• WHAT TO DO: Find the line containing "display:block; font-size:45px; white-space:nowrap" in the entries below. Restate it and each line after it, word for word, up to and including the line containing "flex:none; width:66px; height:66px;".
──────── RECORDS SUPPLIED
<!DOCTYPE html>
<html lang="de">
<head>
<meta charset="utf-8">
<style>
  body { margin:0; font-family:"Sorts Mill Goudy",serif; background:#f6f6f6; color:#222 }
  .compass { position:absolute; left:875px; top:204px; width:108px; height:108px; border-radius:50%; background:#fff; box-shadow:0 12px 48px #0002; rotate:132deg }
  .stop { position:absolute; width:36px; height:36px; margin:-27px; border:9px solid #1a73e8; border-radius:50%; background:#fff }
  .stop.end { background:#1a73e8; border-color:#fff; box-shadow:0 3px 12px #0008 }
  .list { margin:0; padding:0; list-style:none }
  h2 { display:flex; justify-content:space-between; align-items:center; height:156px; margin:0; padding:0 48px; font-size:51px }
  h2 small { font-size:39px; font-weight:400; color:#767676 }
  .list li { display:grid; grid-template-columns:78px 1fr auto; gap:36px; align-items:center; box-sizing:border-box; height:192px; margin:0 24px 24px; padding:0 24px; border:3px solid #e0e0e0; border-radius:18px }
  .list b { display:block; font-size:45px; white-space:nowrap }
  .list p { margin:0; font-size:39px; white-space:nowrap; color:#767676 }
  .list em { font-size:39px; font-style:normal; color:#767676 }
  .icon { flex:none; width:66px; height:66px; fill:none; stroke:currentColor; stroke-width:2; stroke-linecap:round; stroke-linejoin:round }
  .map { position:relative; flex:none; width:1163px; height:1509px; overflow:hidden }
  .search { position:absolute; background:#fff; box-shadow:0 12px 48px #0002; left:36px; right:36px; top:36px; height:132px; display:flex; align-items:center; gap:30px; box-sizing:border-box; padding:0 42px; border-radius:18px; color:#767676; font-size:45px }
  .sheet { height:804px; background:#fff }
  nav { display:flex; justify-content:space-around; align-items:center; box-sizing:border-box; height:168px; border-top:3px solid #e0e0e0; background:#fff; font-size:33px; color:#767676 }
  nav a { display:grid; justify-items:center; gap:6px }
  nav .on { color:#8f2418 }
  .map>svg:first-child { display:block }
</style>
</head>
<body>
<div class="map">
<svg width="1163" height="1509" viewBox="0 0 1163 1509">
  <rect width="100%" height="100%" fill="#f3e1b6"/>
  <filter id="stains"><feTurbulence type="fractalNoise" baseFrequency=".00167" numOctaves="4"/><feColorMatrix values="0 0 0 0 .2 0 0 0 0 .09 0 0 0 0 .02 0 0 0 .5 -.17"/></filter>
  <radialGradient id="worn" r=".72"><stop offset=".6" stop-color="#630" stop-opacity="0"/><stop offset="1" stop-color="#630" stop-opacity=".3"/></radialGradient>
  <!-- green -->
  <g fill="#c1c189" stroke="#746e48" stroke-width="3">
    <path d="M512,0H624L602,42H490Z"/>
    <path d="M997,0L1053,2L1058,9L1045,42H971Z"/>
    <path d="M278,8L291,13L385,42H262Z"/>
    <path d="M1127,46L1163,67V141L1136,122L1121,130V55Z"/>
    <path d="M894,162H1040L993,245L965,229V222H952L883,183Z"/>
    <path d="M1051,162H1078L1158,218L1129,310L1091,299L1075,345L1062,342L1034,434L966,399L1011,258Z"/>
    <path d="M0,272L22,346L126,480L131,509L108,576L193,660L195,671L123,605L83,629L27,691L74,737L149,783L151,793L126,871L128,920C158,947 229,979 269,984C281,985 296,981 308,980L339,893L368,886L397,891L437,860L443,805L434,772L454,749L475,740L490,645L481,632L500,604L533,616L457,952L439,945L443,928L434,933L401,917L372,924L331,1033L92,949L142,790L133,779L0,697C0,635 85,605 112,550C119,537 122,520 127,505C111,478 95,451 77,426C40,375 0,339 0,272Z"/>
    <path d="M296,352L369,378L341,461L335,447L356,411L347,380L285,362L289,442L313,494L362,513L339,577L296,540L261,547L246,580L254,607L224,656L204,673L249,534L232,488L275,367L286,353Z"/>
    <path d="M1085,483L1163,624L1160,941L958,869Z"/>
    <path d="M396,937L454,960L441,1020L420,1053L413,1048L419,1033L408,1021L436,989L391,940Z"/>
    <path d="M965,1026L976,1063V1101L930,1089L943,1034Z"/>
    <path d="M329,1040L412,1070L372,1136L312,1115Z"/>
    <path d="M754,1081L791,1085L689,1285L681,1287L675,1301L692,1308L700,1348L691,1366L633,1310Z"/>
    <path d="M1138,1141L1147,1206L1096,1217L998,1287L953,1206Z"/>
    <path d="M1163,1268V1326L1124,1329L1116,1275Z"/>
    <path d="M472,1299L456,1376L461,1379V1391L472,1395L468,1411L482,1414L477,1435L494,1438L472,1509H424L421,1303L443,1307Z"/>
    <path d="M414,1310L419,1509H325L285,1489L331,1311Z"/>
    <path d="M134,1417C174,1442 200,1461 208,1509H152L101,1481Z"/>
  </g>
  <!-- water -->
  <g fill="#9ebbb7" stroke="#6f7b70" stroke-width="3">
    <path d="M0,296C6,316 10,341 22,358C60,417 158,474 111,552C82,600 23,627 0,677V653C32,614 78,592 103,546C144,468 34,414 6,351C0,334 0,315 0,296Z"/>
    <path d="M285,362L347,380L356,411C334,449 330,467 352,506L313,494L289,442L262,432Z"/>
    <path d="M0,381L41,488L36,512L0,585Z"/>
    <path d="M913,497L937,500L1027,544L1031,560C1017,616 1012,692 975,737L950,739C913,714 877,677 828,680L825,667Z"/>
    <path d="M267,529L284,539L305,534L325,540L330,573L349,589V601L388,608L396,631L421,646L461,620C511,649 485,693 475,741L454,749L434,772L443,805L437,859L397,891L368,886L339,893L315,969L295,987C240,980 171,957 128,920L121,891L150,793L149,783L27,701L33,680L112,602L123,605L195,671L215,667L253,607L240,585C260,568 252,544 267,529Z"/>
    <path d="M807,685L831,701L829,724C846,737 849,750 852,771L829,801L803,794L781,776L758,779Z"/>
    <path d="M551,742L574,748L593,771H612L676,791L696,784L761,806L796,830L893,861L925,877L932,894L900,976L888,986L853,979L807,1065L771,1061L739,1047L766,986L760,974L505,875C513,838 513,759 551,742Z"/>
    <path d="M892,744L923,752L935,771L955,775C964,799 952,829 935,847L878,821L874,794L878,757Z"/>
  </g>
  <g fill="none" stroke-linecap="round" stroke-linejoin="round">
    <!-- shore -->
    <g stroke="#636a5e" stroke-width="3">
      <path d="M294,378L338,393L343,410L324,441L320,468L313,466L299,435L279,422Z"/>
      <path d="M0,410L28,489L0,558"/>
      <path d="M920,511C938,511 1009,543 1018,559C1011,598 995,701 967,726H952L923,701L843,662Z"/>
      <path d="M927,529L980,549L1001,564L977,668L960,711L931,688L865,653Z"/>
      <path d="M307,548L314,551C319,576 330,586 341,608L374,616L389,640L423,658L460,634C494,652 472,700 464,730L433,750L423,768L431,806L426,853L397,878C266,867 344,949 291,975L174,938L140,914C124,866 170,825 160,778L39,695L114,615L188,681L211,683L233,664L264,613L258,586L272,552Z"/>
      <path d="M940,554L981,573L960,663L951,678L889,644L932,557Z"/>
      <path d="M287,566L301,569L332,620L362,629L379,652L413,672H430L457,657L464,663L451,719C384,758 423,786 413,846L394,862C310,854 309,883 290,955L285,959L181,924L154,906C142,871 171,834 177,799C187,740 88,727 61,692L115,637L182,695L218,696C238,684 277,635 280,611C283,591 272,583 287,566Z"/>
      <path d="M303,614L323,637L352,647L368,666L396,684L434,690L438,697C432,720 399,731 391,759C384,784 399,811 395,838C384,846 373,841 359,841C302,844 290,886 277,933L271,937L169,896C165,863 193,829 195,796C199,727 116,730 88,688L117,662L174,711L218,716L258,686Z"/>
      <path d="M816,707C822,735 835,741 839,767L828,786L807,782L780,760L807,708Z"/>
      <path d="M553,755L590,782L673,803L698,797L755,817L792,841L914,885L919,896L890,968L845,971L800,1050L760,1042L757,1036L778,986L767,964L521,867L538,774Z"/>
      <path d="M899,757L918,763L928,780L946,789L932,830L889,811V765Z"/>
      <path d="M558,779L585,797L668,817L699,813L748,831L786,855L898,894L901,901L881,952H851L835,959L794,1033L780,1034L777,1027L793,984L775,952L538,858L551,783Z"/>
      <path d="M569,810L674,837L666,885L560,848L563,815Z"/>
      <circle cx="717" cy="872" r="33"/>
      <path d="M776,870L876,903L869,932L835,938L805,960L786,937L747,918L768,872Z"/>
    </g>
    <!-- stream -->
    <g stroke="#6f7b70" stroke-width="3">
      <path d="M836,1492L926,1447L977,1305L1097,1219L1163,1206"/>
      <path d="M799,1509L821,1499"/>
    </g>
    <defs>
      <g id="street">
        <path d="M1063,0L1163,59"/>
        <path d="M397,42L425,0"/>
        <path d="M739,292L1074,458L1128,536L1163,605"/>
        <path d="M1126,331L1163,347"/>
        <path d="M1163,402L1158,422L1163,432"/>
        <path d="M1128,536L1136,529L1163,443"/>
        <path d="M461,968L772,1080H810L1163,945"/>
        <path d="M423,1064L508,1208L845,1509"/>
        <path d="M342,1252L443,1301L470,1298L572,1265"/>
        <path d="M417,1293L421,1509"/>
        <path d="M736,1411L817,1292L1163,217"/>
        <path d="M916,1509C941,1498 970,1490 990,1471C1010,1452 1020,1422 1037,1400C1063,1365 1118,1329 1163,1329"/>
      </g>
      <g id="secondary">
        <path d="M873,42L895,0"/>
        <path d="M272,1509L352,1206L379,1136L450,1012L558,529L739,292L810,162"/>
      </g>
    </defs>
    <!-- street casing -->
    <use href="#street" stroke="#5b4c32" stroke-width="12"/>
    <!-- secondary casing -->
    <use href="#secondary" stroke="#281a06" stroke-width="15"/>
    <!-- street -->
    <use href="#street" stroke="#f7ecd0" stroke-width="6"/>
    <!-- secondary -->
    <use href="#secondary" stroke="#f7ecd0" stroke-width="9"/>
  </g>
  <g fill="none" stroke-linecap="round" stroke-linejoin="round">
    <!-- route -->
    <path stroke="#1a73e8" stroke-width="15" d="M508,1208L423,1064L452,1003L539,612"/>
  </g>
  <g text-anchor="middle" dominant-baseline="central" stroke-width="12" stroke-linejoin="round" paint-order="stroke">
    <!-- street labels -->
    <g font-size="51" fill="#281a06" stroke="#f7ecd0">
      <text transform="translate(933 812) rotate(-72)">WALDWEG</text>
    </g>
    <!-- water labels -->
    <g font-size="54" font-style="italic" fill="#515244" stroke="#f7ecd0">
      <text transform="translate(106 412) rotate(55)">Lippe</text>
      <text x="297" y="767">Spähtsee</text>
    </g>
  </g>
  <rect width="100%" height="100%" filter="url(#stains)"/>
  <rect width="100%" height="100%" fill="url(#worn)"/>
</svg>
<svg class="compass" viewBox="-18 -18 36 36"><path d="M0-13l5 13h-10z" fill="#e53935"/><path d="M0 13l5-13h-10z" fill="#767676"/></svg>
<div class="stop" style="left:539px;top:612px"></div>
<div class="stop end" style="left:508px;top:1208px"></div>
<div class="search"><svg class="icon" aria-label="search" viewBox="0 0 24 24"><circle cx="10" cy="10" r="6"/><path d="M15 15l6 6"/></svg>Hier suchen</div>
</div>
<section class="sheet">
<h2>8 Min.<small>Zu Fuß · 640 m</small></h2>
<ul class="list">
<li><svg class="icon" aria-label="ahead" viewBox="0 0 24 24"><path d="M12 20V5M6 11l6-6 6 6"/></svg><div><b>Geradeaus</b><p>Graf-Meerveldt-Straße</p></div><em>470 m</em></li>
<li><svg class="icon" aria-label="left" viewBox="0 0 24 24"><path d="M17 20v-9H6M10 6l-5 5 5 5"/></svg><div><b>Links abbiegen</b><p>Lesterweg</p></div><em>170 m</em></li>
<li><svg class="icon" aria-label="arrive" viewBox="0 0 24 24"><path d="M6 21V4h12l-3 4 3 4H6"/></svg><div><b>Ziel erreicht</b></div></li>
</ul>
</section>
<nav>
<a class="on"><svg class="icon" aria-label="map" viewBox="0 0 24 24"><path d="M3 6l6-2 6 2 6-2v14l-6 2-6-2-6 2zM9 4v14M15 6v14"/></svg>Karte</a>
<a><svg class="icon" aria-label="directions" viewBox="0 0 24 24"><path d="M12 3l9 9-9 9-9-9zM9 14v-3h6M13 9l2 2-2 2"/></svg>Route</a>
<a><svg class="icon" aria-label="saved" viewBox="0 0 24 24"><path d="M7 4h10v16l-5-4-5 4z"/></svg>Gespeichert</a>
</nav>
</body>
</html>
────────────────
• WRITTEN SOLUTION:
  .list b { display:block; font-size:45px; white-space:nowrap }
  .list p { margin:0; font-size:39px; white-space:nowrap; color:#767676 }
  .list em { font-size:39px; font-style:normal; color:#767676 }
  .icon { flex:none; width:66px; height:66px; fill:none; stroke:currentColor; stroke-width:2; stroke-linecap:round; stroke-linejoin:round }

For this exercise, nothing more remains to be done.